[TRY IT] Would you please copy every line of the material that follows, exactly as it reads?
INFORMATION GIVEN Start Marker
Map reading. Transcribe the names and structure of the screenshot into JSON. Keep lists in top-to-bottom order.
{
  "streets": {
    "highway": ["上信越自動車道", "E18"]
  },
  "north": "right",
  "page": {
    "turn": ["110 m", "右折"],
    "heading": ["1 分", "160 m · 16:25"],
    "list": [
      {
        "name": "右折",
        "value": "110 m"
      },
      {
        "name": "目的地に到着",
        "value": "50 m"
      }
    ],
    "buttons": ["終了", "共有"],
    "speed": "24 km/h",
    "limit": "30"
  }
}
INFORMATION GIVEN End Marker
[REPLY TO THE TASK]
Map reading. Transcribe the names and structure of the screenshot into JSON. Keep lists in top-to-bottom order.
{
  "streets": {
    "highway": ["上信越自動車道", "E18"]
  },
  "north": "right",
  "page": {
    "turn": ["110 m", "右折"],
    "heading": ["1 分", "160 m · 16:25"],
    "list": [
      {
        "name": "右折",
        "value": "110 m"
      },
      {
        "name": "目的地に到着",
        "value": "50 m"
      }
    ],
    "buttons": ["終了", "共有"],
    "speed": "24 km/h",
    "limit": "30"
  }
}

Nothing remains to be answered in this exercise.